Tout en parlant, il a fait demi-tour et a quitté la loge. Le capitaine Digby, qui était en compagnie de Mrs. Davidson, l’a attendu, mais les minutes passaient et Lord Cronshaw n’apparaissait toujours pas. Dibgy a commencé alors à s’impatienter.

— Il ne croit tout de même pas que nous allons l’attendre toute la nuit !

Lorsque Mrs. Mallaby les a rejoints, ils lui ont expliqué la situation et elle s’est exclamée :

— Il est vraiment d’une humeur massacrante, ce soir ! Nous allons l’obliger à se joindre à nous.

Tous trois se sont donc mis à sa recherche, mais en vain, jusqu’au moment où la jolie veuve a songé qu’il était peut-être dans la petite salle où ils avaient soupé. Ils s’y sont rendus aussitôt, pour y découvrir un horrible spectacle. Arlequin était bien là, mais étendu à terre, un couteau de table planté dans le cœur !

Japp se tut et Poirot hocha la tête avant de déclarer avec la délectation du connaisseur :

— Une belle affaire, en effet ! Et rien ne pouvait laisser deviner l’identité de l’assassin ? Non, bien sûr !

— Vous connaissez la suite, poursuivit Japp. Cela s’est soldé par une double tragédie. Le lendemain, on en parlait dans tous les journaux et un court entrefilet annonçait que Miss Courtenay, la célèbre actrice, avait été trouvée morte dans son lit et que sa mort était due à une absorption massive de cocaïne. Accident ou suicide ? C’est la question qu’on se pose. Sa femme de chambre, qui a été appelée à témoigner, a reconnu que Miss Courtenay prenait régulièrement de la drogue, et l’on a conclu à une mort accidentelle. Toutefois, nous ne pouvons pas éliminer l’hypothèse d’un suicide. Sa mort est d’autant plus regrettable que nous n’avons plus aucun moyen à présent de savoir quelle était la cause de sa dispute de la veille au soir avec Lord Cronshaw. Au fait, on a retrouvé sur le corps du jeune homme une petite boîte en émail au couvercle incrusté de diamants formant le nom de « Coco ». Elle était à moitié pleine de cocaïne. La femme de chambre de Miss Courtenay l’a identifiée comme appartenant à sa maîtresse, qui l’avait presque toujours sur elle car elle contenait la drogue dont elle devenait chaque jour un peu plus l’esclave.

— Lord Cronshaw lui-même était-il un adepte ?

— Loin de là ! Il avait des idées extrêmement sévères sur la question.

Poirot hocha la tête d’un air pensif.

— Cependant, étant donné que la boîte était en sa possession, il savait que Miss Courtenay se droguait. C’est une indication précieuse, n’est-ce pas, mon cher Japp ?

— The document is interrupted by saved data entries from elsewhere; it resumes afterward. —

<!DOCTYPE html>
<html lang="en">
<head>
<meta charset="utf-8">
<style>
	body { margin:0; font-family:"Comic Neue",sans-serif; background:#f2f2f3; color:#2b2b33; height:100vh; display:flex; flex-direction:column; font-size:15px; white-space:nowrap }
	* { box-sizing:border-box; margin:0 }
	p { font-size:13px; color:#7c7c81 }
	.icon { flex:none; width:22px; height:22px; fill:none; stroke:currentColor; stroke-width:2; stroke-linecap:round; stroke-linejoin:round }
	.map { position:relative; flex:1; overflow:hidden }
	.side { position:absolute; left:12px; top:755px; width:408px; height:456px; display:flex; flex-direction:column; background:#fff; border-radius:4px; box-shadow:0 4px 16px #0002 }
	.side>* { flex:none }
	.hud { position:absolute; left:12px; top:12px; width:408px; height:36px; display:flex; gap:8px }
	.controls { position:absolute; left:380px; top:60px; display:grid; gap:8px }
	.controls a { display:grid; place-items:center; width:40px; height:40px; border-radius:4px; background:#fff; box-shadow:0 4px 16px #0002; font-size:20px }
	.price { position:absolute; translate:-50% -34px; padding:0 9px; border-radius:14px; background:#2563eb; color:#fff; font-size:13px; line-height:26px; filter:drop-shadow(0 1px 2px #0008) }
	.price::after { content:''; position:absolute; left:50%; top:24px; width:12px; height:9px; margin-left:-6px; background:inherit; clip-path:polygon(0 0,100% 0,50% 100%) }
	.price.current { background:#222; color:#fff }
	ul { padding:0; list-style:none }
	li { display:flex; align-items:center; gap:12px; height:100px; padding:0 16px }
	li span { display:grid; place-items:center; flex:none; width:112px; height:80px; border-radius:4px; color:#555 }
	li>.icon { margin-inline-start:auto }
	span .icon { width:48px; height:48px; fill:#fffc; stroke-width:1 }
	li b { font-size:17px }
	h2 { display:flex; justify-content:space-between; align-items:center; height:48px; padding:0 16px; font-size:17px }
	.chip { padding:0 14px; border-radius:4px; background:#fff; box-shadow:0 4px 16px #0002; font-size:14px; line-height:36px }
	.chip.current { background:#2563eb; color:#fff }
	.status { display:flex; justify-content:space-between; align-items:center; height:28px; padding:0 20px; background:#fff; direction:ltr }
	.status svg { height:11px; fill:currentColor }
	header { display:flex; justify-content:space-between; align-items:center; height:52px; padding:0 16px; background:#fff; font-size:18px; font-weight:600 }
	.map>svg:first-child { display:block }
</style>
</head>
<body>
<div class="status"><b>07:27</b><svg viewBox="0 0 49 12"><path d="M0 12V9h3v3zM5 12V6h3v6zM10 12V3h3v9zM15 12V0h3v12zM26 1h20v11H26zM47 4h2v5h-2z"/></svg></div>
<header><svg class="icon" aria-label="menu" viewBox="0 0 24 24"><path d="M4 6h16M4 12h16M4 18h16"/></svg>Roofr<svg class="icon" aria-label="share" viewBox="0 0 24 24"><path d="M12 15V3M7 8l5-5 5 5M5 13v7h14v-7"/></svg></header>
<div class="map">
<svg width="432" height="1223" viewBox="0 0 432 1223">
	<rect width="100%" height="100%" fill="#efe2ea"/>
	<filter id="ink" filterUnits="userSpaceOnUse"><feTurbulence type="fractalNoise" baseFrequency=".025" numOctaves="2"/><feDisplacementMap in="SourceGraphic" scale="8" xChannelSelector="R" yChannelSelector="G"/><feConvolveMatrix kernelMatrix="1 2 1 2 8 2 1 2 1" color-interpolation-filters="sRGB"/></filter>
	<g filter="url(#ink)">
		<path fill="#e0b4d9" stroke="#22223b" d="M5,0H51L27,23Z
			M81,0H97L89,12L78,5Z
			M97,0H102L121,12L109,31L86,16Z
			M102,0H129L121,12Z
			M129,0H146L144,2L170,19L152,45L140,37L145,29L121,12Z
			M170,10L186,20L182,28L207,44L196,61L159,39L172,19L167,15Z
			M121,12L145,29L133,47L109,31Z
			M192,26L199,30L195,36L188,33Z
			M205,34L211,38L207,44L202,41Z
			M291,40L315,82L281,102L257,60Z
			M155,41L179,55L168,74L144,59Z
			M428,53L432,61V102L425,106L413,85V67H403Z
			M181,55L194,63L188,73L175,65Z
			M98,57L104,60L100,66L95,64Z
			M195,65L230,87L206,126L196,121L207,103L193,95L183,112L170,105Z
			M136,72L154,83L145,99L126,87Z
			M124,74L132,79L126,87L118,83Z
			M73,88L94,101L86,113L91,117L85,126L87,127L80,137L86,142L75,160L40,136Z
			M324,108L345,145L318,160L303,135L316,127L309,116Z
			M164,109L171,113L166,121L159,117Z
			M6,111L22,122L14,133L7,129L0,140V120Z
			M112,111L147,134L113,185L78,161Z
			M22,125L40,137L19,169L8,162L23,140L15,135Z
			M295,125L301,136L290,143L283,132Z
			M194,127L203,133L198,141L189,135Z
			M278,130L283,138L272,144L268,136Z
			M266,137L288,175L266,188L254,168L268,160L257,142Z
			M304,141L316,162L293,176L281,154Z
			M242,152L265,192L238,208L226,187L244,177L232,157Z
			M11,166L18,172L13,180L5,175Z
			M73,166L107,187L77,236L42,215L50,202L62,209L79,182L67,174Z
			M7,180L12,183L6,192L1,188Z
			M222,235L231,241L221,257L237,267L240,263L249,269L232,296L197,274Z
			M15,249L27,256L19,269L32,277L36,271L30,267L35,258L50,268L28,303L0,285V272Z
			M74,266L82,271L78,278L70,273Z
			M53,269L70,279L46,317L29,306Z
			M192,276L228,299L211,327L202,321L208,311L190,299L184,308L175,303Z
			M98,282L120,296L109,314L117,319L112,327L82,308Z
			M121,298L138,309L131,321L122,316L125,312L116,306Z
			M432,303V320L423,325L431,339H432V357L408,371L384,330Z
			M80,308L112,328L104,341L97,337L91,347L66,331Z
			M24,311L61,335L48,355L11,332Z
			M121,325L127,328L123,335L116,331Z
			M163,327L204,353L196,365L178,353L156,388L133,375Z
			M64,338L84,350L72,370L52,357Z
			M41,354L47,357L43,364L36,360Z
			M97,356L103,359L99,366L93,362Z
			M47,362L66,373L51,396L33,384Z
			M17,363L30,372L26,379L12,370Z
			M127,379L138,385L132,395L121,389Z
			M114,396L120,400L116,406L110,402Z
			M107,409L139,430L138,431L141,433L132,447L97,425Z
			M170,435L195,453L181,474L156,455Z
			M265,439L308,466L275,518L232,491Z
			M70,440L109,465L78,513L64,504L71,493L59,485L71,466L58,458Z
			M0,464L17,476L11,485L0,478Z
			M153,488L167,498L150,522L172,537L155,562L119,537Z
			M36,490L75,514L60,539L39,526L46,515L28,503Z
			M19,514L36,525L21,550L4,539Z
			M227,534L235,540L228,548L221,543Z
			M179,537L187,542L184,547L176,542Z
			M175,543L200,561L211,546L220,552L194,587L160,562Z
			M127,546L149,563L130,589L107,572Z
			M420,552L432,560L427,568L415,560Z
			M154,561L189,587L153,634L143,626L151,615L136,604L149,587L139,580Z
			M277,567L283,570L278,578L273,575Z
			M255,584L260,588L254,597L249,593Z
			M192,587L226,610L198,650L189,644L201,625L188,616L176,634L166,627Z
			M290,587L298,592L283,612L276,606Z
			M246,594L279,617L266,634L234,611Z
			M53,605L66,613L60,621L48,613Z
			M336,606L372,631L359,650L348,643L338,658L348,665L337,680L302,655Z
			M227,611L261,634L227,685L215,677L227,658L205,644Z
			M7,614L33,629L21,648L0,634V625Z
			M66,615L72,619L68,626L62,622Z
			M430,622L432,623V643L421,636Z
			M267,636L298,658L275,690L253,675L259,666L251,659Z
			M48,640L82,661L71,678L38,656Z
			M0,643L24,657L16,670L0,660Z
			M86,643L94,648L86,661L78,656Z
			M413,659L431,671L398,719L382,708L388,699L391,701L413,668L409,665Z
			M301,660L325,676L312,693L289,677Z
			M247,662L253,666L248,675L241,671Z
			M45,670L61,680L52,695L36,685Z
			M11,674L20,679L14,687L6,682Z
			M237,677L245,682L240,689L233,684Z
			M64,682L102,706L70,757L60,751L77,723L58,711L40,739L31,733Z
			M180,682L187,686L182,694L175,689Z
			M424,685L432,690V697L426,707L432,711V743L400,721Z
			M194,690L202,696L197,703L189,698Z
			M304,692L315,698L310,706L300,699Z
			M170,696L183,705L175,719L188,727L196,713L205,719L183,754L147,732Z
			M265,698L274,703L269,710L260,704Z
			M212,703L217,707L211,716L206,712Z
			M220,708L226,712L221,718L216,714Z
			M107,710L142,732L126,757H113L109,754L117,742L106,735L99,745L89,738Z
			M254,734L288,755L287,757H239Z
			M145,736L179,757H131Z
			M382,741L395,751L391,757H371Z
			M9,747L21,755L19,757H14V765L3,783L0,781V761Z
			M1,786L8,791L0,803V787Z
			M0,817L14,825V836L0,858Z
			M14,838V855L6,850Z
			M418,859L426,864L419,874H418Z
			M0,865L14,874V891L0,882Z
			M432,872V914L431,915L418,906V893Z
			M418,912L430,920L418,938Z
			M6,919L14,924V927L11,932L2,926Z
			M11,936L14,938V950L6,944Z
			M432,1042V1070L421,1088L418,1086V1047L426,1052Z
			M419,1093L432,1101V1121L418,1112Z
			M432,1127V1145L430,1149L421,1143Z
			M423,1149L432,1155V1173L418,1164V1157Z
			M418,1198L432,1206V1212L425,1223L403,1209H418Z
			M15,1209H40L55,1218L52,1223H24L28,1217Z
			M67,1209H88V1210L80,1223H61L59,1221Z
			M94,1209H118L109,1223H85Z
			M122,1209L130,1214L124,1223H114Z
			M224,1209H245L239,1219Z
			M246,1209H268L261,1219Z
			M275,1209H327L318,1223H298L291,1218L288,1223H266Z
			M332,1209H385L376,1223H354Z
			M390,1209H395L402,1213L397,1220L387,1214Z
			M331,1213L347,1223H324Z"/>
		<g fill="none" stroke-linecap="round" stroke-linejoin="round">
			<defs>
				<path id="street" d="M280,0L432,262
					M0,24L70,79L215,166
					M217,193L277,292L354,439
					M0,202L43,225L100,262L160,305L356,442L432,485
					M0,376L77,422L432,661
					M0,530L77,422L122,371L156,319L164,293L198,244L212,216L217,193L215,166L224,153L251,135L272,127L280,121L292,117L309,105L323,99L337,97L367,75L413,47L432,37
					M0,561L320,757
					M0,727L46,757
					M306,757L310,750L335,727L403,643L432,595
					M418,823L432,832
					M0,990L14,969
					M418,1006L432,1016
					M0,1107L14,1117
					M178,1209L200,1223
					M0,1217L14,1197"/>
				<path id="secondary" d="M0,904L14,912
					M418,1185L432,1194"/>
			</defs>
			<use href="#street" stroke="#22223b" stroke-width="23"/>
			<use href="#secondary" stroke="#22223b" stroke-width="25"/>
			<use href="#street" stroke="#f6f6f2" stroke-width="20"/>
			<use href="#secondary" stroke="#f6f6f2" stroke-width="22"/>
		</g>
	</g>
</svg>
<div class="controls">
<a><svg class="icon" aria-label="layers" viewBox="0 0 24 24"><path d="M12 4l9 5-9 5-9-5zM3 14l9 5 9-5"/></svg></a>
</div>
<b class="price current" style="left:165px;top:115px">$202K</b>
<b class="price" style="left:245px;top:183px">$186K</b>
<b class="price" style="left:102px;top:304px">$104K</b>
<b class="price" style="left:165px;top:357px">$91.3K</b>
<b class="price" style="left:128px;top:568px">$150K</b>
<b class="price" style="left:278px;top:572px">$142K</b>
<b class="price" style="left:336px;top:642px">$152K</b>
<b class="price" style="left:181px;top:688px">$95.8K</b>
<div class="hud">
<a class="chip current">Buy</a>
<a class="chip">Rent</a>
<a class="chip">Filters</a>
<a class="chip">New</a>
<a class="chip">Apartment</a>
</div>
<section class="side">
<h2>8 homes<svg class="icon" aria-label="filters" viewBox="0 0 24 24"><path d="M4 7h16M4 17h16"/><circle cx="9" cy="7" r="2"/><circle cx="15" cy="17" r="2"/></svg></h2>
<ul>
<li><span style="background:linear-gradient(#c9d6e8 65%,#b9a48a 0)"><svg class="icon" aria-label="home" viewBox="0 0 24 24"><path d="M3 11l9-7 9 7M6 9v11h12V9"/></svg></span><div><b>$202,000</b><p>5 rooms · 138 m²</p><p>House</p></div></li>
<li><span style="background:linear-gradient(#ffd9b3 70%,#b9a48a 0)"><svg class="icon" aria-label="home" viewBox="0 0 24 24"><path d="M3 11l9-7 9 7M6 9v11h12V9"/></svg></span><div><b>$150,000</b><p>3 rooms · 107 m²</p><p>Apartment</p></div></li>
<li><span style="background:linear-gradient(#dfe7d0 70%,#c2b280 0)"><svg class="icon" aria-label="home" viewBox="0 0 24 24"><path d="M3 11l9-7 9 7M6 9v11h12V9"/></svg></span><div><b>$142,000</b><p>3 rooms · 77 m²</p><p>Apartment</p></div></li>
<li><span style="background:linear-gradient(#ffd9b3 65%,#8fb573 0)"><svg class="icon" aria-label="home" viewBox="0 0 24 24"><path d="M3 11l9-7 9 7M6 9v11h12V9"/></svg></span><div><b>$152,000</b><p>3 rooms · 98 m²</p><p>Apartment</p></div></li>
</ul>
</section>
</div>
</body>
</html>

— Heu ! fit l’inspecteur d’un ton plutôt vague qui me fit sourire. Enfin, voilà l’exposé de l’affaire. Qu’en pensez-vous ?

— Vous n’avez découvert aucun indice dont il n’ait pas été fait mention dans les journaux ?

— Si, celui-ci.

Japp sortit un petit objet de sa poche et le tendit à Poirot. C’était un pompon de soie vert émeraude, effiloché à la base comme si on l’avait arraché à un vêtement.

— Nous l’avons trouvé dans la main du mort, expliqua Japp. Il le serrait très fort entre ses doigts.

Poirot lui rendit le pompon sans aucun commentaire.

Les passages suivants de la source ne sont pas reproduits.